Satu objek dengan dua putusan mungkin saja terjadi, karena ada persinggungan antara kewenangan dua peradilan.

Contohnya, putusan Pengadilan Negeri Bandung untuk suatu aset dengan SHM Nomor 1175/Kelurahan Geger Kalong adalah milik Penggugat dan tidak ada hubungannya dengan aset Si Pailit.

Namun, Pengadilan Niaga pada Pengadilan Negeri Jakarta memutuskan bahwa tanah dan bangunan dengan SHM Nomor 1175/Kelurahan Geger Kalong adalah aset Debitor Pailit.

"Kalau beda putusan, maka eksekusi putusan akan sulit dilaksanakan," ucap Wakil Ketua Mahkamah Agung (MA) bidang Yudisial, Prof. Dr.

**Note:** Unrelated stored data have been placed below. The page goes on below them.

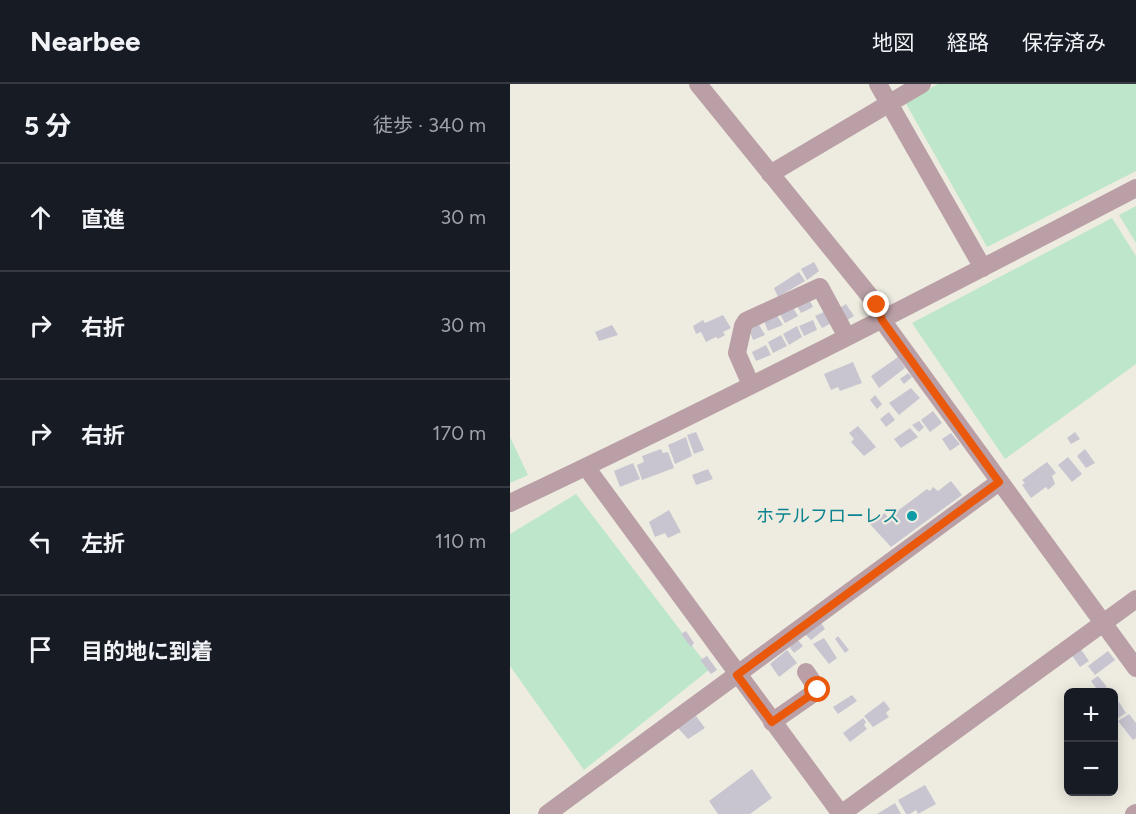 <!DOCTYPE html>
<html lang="ja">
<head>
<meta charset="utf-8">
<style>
  :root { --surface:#171b24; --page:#242831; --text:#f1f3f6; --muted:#9ea1a6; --line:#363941 }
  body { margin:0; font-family:Figtree,"Noto Sans JP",sans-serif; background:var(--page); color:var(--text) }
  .controls { position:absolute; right:18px; bottom:18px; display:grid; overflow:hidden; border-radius:9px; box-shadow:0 3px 15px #0003 }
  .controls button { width:54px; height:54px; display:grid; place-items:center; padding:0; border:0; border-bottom:2px solid var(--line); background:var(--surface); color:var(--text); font:30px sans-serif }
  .stop { position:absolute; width:18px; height:18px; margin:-14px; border:4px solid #ea580c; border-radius:50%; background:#fff }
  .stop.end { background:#ea580c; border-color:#fff; box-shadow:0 2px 6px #0008 }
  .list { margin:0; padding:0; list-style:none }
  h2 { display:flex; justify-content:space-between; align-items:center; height:78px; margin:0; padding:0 24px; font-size:26px }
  h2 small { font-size:20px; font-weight:400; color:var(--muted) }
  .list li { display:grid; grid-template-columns:39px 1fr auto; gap:18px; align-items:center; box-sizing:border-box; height:108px; padding:0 24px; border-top:2px solid var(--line) }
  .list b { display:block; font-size:22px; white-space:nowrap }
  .list em { font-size:20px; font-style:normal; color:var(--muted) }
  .icon { flex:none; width:33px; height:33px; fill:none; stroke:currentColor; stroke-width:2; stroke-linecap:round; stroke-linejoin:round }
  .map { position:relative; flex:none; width:626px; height:730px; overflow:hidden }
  header { display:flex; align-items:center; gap:36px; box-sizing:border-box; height:84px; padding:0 30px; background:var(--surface); border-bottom:2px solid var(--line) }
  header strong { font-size:28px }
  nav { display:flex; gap:33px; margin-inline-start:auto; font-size:21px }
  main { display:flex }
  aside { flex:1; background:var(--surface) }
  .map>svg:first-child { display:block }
  .green { fill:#bee6ca }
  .building { fill:#c8c5d0 }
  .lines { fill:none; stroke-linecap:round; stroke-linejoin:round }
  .minor { stroke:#baa0a6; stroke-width:18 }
  .route { stroke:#ea580c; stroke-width:8 }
  .culture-dot { fill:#0f9aa8; stroke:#eeece1; stroke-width:2 }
  .labels { text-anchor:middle; stroke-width:4.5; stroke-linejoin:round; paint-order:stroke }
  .culture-label { font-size:18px; fill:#0d838f; stroke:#eeece1; text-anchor:end }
</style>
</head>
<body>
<header>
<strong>Nearbee</strong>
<nav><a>地図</a><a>経路</a><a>保存済み</a></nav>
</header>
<main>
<aside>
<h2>5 分<small>徒歩 · 340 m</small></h2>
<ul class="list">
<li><svg class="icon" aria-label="ahead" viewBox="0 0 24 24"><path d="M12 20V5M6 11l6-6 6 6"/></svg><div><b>直進</b></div><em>30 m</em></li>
<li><svg class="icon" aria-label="right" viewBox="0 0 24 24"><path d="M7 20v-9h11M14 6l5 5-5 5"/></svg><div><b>右折</b></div><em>30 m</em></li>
<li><svg class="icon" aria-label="right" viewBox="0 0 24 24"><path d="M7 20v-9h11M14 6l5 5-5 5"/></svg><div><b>右折</b></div><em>170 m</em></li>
<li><svg class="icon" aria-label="left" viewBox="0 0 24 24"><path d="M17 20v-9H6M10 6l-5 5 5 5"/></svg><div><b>左折</b></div><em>110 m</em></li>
<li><svg class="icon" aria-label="arrive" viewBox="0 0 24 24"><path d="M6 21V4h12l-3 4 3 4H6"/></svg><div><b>目的地に到着</b></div></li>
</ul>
</aside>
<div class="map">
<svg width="626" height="730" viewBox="0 0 626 730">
  <rect width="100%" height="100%" fill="#eeece1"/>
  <!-- green -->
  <path class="green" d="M428,0H626V87L477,163L395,18Z
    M626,122V159L609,131Z
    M602,134L626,172V280L495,375L402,239Z
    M0,353L18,391L0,399Z
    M66,410L200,585L74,686L0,582V450Z"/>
  <!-- building -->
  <path class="building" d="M304,178L309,187L297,196L291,185Z
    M289,188L295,197L268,213L264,204Z
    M298,213L303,223L291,229L286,220Z
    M336,220L344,232L334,238L326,226Z
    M282,222L288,232L275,239L269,228Z
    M318,226L324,238L312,244L305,232Z
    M266,230L273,241L258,247L254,237Z
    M213,231L221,244L213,248L215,251L208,255L206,253L196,258L191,248L186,250L183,242L193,236L195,239Z
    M303,236L307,246L294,252L289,242Z
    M248,239L255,251L243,256L239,245Z
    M102,241L108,251L89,257L85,248Z
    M287,242L292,253L279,261L273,250Z
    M271,251L277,262L263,269L258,258Z
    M256,261L261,271L246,277L242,268Z
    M388,273L395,284L369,304L361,292Z
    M343,278L352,299L330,307L328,303L321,306L314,290Z
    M398,289L402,293L394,300L390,295Z
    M401,304L410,314L389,331L379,319Z
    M365,311L372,320L367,325L360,316Z
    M423,327L432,339L420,348L411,336Z
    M379,328L385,336L376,343L370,335Z
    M409,337L414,343L409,348L402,341Z
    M348,342L366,363L354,372L341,358L344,355L339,349Z
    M400,344L408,353L391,364L384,355Z
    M186,348L194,366L184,370L177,351Z
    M565,348L570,355L561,360L557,354Z
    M441,349L450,360L440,367L432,355Z
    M176,353L182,372L165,380L158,361Z
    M151,365L153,369L158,368L164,384L132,396L127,381L134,378L132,372Z
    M575,365L585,379L576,384L567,372Z
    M558,373L572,390L562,398L548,381Z
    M537,378L546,389L542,392L545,400L538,406L536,403L521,414L512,401L515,399L512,396Z
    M123,379L130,395L110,403L104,387Z
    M198,385L203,395L186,401L182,391Z
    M441,397L452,411L381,463L359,439L375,429L378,434L417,405L420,407L423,403L428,407Z
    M159,426L171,448L158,454L155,449L145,453L139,438Z
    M310,537L315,545L301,556L294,549Z
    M176,547L184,559L181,563L171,550Z
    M328,552L339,566L335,569L325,555Z
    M314,554L327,574L319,580L303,560Z
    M287,555L293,562L284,569L278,561Z
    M570,564L579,577L570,583L561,570Z
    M277,566L287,579L269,593L260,580Z
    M598,567L605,576L585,591L578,582Z
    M197,572L207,586L201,590L190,576Z
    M588,592L597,603L589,608L581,597Z
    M342,611L347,617L328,630L323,623Z
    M374,617L380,625L376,629L379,633L363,643L354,632Z
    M609,618L616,629L607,635L604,630V622Z
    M619,630L626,639V654L623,656L608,637Z
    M186,632L195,644L178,655L168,644Z
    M353,634L356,638L354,641L357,645L340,658L333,649Z
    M242,685L262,714L240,730H208L199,717Z
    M415,701L426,720L408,730L406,726L400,730H396L388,716Z
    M385,719L391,730H367Z"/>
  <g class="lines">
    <!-- minor -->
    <path class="minor" d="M188,0L367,221L372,236L626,584
      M368,0L473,184
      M260,90L412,0
      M241,301L227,269L233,242L236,237L310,203L337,253
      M76,383L331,730
      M0,419C211,319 419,212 626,104
      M262,638L308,606L296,588
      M37,730L489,398
      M331,730L626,515
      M624,730L626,729"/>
  </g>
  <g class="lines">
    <!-- route -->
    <path class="route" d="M308,606L262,638L227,591L489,398L372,236L367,221"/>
  </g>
  <!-- markers -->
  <circle class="culture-dot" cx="402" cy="432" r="6"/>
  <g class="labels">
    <!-- culture labels -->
    <g class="culture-label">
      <text x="390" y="438">ホテルフローレス</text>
    </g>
  </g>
</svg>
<div class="controls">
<button>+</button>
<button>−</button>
</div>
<div class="stop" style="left:308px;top:606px"></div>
<div class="stop end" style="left:367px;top:221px"></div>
</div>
</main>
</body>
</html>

H. Mohammad Saleh, S.H., M.H, saat dikukuhkan menjadi Guru Besar Ilmu Hukum Universitas Airlangga (Unair) Surabaya, 12 Desember 2015.

Hakim agung kelahiran Pamekasan, Madura, Jawa Timur itu merupakan guru besar ke-443 Unair dan guru besar ke-151 Unair PTN-BH, serta menjadi bagian dari guru besar aktif ke-14 di Fakultas Hukum (FH) Unair.

Dalam orasi ilmiah berjudul "Problematika Titik Singgung Perkara Perdata di Peradilan Umum dengan Perkara di Lingkungan Peradilan Lainnya", ia menyebut empat peradilan di bawah MA, yaitu Peradilan Umum, Peradilan Tata Usaha Negara, Peradilan Agama, dan Peradilan Militer.
 
"Kalau ada persinggungan dan menghasilkan putusan yang berbeda, maka eksekusi dari putusan akan sulit dilaksanakan, sehingga masyarakat dirugikan," tuturnya.

Solusinya, masyarakat yang mencari keadilan bisa mengajukan Peninjauan Kembali ke Mahkamah Agung sehingga mendapatkan keputusan final.

"Di MA, dalam melakukan penanganan perkara kasasi dan peninjauan kembali ada lima kamar, yaitu kamar pidana, kamar perdata, kamar tata usaha negara, kamar agama dan kamar militer," ujarnya.

Ketika terjadi persinggungan dan peninjauan kembali diajukan, maka yang menangani perkara tersebut adalah hakim gabungan dari dua kamar yang bersinggungan tersebut.

"Dengan adanya sistem kamar, dalam penyelesaian di tingkat kasasi hakimnya gabungan. Biasanya dari kamar pidana dan perdata, yang dipimpin oleh Wakil Ketua MA," ungkapnya.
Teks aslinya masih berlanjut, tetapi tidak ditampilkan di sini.